Revision as of 19:01, 14 August 2024

Disphenoid is a tetrahedron whose four faces are congruent acute-angled triangles.

Main

Disphenoid -parallelepiped.png

a) A tetrahedron $ABCD$ is a disphenoid iff $AB = CD, AC = BD, AD = BC.$

b) A tetrahedron is a disphenoid iff its circumscribed parallelepiped is right-angled.

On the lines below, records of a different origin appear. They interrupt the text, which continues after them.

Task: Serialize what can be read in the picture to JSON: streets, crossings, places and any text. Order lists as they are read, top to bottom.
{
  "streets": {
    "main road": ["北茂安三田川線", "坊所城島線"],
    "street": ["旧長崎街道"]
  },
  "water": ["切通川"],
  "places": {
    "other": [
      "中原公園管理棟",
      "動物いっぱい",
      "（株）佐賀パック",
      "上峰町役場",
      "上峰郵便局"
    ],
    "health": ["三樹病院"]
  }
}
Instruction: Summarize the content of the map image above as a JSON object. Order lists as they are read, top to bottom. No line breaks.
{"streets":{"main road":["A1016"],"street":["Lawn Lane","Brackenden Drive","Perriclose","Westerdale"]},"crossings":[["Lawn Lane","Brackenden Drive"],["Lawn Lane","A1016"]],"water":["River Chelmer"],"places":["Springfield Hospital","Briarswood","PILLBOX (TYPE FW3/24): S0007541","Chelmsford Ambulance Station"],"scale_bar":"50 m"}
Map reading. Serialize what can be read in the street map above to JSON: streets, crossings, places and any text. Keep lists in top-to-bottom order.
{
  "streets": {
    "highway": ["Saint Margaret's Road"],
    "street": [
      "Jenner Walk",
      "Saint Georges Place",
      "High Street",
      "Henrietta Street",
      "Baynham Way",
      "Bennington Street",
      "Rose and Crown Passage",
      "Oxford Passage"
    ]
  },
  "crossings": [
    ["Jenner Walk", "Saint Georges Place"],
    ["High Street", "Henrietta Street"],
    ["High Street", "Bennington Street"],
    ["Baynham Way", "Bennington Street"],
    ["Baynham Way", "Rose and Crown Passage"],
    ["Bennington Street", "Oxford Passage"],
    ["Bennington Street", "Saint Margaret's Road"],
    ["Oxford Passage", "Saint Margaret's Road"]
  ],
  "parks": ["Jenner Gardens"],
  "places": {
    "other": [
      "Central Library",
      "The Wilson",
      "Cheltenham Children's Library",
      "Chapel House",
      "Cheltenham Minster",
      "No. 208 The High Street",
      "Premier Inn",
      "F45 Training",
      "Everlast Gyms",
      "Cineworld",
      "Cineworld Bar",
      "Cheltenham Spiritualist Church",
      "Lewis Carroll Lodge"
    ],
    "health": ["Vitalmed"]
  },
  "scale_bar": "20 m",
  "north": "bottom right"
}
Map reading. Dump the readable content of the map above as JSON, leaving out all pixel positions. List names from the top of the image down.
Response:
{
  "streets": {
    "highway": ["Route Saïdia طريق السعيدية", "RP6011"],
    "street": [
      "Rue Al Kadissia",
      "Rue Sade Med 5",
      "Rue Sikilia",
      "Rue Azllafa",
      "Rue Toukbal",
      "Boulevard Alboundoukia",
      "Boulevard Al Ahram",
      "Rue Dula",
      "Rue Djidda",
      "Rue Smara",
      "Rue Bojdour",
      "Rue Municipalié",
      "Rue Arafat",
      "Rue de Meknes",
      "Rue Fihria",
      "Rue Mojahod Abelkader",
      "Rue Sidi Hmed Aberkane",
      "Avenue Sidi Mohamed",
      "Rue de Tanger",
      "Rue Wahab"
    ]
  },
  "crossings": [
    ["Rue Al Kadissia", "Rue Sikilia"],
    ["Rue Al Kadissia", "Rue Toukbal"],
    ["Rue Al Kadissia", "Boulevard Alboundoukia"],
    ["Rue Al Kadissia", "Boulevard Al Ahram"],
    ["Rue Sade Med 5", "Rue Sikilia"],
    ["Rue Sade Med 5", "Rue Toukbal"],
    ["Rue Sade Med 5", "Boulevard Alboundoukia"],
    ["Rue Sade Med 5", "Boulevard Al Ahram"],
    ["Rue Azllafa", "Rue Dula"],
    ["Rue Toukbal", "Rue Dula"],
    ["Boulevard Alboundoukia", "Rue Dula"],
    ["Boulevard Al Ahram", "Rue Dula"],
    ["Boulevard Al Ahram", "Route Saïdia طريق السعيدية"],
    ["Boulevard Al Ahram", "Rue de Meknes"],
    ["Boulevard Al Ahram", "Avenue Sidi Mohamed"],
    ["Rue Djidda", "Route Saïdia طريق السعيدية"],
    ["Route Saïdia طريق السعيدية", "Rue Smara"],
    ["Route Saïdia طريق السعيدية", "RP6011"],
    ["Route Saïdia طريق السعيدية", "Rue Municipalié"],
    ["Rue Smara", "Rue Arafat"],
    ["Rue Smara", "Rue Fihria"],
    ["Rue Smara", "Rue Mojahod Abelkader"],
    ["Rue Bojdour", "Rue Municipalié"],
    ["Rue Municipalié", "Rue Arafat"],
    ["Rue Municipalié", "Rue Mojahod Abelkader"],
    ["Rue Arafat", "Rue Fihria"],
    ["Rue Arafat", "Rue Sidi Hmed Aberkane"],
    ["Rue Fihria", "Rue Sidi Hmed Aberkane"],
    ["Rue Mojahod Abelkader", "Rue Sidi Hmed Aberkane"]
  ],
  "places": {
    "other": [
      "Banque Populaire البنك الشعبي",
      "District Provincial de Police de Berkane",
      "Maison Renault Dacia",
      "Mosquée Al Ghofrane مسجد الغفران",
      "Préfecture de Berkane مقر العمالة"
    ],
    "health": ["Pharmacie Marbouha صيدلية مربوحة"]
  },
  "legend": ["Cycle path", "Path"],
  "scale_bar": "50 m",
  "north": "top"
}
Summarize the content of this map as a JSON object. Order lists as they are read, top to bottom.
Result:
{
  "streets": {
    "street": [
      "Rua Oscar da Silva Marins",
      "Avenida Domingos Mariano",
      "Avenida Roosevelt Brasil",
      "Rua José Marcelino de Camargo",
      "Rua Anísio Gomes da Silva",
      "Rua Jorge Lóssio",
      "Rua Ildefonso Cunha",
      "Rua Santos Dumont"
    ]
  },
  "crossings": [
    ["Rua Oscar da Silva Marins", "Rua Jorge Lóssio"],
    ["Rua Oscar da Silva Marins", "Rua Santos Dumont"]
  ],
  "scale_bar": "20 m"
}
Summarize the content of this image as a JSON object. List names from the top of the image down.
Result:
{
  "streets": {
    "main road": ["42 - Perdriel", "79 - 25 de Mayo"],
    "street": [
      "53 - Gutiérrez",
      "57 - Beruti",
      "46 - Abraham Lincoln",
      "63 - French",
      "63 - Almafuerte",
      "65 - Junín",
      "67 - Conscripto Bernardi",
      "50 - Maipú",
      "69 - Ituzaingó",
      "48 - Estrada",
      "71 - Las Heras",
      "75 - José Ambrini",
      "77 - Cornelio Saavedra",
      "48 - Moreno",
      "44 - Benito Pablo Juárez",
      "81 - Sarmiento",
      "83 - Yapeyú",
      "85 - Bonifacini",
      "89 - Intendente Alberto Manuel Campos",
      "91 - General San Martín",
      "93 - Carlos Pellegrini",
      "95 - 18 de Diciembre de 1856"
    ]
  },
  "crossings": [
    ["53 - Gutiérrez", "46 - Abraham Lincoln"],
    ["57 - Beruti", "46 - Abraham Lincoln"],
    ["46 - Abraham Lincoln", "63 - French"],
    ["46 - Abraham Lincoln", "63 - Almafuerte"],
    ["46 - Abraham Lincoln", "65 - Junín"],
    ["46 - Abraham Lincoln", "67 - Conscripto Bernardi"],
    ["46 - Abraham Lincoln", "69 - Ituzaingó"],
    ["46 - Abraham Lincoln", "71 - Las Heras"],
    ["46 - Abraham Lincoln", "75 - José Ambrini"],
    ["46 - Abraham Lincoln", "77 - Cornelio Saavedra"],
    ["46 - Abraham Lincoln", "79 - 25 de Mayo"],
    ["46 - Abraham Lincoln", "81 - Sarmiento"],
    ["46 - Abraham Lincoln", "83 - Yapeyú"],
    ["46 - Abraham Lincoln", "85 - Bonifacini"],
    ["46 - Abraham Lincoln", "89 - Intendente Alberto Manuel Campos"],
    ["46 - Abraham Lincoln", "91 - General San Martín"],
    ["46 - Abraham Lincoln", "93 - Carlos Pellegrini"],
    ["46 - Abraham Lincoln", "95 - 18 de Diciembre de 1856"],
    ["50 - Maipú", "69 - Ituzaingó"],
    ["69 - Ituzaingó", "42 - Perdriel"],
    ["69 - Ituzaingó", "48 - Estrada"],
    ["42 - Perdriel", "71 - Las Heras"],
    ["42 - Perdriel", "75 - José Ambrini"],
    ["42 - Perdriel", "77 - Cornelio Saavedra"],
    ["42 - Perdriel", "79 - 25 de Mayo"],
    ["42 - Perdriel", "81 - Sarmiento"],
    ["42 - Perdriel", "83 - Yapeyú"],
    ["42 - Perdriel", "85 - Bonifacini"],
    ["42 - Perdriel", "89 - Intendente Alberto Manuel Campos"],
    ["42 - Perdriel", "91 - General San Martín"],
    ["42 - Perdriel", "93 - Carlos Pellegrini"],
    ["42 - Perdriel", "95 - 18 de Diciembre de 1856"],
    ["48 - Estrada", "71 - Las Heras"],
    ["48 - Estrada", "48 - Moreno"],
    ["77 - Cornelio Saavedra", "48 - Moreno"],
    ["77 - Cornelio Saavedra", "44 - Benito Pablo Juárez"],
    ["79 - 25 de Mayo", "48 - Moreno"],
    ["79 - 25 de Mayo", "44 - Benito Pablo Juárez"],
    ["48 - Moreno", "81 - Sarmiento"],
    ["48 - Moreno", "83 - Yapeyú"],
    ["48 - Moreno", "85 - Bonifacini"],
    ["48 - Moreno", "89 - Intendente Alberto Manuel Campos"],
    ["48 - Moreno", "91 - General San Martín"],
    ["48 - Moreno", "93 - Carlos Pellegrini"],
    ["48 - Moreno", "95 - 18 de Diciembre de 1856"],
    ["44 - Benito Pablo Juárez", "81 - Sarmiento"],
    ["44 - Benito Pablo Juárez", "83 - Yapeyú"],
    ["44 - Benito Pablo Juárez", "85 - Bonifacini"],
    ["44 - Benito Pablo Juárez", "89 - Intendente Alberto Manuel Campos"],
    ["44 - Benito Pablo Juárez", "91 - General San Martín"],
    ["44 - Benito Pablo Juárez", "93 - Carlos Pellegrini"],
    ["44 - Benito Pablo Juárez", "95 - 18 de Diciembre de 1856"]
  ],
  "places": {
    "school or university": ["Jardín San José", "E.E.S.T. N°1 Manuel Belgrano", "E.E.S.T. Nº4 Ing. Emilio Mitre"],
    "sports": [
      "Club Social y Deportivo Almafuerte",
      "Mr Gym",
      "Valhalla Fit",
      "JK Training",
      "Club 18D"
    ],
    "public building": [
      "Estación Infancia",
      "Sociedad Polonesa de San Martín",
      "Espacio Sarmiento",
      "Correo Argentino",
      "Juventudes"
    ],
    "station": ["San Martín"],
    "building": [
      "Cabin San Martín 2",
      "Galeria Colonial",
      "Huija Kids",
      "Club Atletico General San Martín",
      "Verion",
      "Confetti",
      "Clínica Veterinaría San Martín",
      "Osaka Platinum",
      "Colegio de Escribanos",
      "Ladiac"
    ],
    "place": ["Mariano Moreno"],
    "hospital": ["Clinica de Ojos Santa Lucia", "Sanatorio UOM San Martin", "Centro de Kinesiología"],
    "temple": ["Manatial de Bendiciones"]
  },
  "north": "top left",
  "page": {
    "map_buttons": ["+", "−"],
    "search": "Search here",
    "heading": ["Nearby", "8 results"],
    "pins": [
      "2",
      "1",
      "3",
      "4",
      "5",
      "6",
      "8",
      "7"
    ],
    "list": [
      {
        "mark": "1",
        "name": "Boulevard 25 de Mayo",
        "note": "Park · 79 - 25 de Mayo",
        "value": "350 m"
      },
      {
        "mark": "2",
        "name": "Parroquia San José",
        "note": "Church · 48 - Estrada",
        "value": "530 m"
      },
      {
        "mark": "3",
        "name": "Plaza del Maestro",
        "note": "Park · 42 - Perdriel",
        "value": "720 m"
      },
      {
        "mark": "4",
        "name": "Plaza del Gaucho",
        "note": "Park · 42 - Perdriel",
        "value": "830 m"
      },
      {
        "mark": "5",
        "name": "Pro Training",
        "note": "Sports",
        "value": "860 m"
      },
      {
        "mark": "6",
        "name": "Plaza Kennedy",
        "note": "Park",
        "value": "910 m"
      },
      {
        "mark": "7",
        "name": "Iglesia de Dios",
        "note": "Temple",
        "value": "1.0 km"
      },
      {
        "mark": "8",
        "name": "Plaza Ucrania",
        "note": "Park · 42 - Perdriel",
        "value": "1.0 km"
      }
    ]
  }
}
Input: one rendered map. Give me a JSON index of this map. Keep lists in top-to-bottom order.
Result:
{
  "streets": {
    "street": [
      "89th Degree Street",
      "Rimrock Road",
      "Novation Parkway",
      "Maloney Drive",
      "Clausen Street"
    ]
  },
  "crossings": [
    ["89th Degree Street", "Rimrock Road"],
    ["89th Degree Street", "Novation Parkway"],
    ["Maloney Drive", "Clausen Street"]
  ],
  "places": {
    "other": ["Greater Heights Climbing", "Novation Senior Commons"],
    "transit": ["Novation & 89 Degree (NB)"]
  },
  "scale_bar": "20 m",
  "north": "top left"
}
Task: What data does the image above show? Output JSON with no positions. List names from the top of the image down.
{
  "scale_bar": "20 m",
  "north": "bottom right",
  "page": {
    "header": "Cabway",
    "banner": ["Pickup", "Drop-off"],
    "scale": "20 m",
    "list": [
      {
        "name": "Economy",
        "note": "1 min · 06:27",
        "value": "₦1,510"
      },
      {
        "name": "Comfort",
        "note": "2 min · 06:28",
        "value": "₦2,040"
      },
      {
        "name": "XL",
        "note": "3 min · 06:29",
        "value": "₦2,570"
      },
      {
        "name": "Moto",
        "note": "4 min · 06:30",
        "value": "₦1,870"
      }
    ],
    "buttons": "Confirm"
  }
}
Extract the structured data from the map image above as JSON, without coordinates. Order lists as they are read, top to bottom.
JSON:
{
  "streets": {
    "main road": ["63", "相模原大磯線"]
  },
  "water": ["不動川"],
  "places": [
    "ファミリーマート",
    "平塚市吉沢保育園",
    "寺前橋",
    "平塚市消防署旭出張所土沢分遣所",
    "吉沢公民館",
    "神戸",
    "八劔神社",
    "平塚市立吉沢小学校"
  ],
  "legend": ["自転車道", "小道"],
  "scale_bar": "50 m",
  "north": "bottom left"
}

c) Let $AB = a, AC = b, AD = c.$ The squares of the lengths of sides its circumscribed parallelepiped and the bimedians are: \[AB'^2 = l^2 = \frac {a^2-b^2+ c^2}{2}, AC'^2 = m^2 = \frac {a^{2}-b^{2}+c^{2}}{2},\] \[AD'^2 = n^2 = \frac {-a^{2}+b^{2}+c^{2}}{2}\] The circumscribed sphere has radius (the circumradius): $R=\sqrt {\frac {a^2+b^2+c^2}{8}}.$

The volume of a disphenoid is: \[V= \frac {lmn}{3} = \sqrt {\frac {(a^2+b^2-c^2)(a^2-b^2+c^2)(-a^{2}+b^{2}+c^{2})}{72}}\] Each height of disphenoid $ABCD$ is $h=\frac {3V}{[ABC]},$ the inscribed sphere has radius: $r=\frac {3V}{4[ABC]},$ where $[ABC]$ is the area of $\triangle ABC.$

Proof

a) $AB \ne BC, AB \ne AD, \triangle ABC = \triangle BAD = \triangle CDA = \triangle DCB.$

$AB \ne AD, AB \ne BD$ because in $\triangle ABD$ there is no equal sides.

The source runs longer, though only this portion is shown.